Other drugs which may prove useful are the more centrally acting antiemetics, ondansetron, and dolasetron, both of which also have 5-HT2 receptor antagonism in the CRTZ. Neither of these has been shown to reverse signs of serotonin toxicity. Propranolol is a nonselective β-adrenergic blocker which also has some 5-HT1A antagonism properties. Although it may be used to treat pathologic tachycardia and supraventricular arrhythmia secondary to any number of conditions including a hyperserotonergic state, there is little data to support its utility for treatment of serotonin toxicity.

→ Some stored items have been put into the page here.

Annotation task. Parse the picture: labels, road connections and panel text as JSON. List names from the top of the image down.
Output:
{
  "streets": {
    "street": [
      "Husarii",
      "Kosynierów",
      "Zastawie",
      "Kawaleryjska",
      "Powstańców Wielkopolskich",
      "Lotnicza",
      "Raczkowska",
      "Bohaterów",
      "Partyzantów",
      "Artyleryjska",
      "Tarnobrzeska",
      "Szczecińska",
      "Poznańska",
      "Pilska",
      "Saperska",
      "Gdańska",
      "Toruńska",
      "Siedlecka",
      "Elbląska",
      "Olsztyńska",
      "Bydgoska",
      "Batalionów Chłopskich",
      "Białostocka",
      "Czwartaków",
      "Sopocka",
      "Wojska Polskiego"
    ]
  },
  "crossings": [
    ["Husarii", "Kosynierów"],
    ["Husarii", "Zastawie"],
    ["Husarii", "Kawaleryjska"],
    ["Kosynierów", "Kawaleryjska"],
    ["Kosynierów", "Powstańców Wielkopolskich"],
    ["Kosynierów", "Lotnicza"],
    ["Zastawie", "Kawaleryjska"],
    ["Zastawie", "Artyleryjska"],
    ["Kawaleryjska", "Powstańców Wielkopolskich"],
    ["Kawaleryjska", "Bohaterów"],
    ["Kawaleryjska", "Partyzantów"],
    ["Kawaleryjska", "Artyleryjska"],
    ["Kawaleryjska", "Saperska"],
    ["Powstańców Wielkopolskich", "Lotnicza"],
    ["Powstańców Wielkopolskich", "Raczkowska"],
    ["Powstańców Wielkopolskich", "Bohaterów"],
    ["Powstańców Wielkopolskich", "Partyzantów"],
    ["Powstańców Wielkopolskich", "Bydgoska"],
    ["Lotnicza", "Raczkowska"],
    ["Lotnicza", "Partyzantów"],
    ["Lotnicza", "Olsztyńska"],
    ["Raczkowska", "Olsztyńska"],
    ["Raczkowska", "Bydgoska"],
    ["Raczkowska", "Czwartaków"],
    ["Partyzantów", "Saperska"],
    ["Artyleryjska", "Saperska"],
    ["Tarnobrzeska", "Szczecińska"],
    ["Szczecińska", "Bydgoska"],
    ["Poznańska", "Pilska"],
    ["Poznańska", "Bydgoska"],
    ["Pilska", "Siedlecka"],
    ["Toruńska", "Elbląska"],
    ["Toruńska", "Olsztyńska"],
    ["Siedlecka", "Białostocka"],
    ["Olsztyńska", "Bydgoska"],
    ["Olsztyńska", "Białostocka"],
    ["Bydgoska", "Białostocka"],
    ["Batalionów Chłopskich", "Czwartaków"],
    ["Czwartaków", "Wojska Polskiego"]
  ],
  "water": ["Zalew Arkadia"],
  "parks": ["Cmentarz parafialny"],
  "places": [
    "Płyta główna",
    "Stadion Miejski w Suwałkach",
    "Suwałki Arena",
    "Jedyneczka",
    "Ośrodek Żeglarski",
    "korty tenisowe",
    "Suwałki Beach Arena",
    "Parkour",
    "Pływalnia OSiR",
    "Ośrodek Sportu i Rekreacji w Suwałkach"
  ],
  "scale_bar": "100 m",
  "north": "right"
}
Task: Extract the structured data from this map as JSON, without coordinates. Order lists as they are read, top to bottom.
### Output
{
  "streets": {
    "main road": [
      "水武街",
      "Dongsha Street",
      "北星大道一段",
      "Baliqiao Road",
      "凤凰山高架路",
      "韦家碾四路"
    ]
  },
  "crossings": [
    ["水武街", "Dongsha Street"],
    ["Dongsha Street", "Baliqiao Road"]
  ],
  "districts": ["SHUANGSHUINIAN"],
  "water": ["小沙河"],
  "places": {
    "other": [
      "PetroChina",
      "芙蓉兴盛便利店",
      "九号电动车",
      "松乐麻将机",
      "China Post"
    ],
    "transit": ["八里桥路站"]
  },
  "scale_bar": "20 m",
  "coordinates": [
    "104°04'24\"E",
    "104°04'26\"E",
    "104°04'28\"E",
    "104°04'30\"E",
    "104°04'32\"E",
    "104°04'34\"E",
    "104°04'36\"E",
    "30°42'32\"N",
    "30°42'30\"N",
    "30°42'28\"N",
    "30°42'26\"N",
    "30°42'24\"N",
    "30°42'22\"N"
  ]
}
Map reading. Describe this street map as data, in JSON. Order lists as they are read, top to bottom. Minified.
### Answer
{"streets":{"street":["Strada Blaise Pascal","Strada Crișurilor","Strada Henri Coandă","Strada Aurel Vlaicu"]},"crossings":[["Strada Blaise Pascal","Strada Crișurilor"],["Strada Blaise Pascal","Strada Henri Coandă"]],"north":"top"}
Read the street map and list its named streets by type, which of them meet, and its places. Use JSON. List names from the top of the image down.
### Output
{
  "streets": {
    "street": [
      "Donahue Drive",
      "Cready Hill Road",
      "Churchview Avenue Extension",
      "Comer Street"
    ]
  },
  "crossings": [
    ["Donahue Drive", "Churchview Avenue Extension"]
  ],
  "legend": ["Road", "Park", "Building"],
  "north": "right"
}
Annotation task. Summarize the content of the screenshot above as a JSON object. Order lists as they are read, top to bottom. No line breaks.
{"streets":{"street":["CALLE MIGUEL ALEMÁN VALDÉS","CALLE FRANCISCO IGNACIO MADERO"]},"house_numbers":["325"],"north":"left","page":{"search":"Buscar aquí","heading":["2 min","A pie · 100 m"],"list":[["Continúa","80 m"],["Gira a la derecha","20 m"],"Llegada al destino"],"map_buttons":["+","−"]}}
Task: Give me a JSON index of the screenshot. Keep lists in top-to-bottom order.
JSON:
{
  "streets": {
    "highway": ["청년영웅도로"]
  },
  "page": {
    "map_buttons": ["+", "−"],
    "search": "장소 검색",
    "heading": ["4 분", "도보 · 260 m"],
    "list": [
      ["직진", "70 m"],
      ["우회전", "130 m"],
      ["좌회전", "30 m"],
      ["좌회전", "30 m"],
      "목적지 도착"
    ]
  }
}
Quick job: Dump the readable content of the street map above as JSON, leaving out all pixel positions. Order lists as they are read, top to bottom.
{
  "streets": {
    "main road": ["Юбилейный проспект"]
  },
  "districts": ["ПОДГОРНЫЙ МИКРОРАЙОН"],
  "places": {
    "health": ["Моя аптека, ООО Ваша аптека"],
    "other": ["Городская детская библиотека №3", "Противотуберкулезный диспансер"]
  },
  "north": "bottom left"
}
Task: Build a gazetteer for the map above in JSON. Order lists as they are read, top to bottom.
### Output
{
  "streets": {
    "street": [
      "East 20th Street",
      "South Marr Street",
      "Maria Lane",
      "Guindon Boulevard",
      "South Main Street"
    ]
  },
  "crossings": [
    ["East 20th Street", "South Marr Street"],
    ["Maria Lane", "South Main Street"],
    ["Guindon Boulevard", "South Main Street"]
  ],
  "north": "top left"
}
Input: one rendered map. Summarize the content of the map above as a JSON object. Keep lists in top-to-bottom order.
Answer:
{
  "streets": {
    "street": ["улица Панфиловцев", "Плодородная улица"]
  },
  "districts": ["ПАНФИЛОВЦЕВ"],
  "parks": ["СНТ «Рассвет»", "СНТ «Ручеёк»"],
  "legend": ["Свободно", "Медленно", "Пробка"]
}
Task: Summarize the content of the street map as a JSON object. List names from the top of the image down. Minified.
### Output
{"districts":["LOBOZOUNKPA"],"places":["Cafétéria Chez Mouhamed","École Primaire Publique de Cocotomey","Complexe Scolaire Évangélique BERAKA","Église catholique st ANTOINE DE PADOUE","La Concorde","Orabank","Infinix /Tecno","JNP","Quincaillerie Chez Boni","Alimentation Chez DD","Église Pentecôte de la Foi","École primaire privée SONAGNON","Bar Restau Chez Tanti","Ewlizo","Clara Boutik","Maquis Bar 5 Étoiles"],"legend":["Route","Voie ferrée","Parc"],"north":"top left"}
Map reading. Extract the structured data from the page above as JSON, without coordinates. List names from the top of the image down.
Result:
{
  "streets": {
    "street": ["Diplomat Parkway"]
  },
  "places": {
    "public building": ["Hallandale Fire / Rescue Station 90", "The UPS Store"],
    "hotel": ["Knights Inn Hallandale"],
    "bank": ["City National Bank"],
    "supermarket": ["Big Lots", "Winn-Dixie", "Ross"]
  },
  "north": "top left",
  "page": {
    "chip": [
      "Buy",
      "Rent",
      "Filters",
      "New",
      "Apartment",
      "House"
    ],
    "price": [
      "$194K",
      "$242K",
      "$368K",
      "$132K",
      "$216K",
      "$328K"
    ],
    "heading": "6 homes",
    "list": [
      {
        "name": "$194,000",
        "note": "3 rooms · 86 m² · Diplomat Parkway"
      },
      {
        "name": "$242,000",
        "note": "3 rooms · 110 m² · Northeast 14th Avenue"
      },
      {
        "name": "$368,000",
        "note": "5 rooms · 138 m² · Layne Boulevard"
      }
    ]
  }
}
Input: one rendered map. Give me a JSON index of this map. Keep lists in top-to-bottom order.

The relationship between nitric oxide and serotonin may prove useful for future research regarding the use of exogenous nitric oxide to treat serotonin toxicity in patients with vascular disease. There is one case report of a man with known vascular disease who developed serotonin toxicity after addition of a narcotic to his SSRI therapy (Brown & Skop, 1996). He was treated with nitroglycerin after he developed signs of cardiac ischemia. Although nitroglycerin was not specifically used to treat the serotonin toxicity, there was a temporal relationship between the administration of the nitroglycerin and resolution all of his clinical signs. In retrospect, it was speculated that giving exogenous nitric oxide in the form of nitroglycerin may have counteracted the peripheral effects of serotonin in this patient (Brown & Skop, 1996).
Conclusion
Until recently the serotonergic system was overlooked as clinically relevant in companion animal medicine. Recognizing that much of the research on serotonin physiology and pathophysiology is done in animal models validates the pertinence of this subject in veterinary medicine. Veterinarians are using an increasing number of drugs that alter serotonin levels. It is important to acknowledge that there are currently no comprehensive reviews of serotonin physiology in companion animals to help clinicians with a basic understanding of how these drugs alter serotonin levels.
There are no reports of combination therapy of drug resulting in serotonin toxicity, however, clinicians should be well aware of possible drug interactions. Advances in veterinary health care allow many of our patients to live longer with chronic conditions. Diseases such as hypothyroidism, diabetes mellitus, renal failure, and hyperlipidemia are associated with vascular damage. Although these patients may have subclinical disease, diagnosing an endocrinopathy may help identify individuals who might be at increased risk for developing serotonin toxicity because of combination therapy.
Besides its well-known effects on affect, sleep, and appetite, serotonin helps mediate GI motility, peripheral and cerebral vascular tone, and platelet aggregation. This article only highlights what is known about serotonin’s major functions, however, serotonin has also been shown to have effects on cardiac contractility, and renal function as well.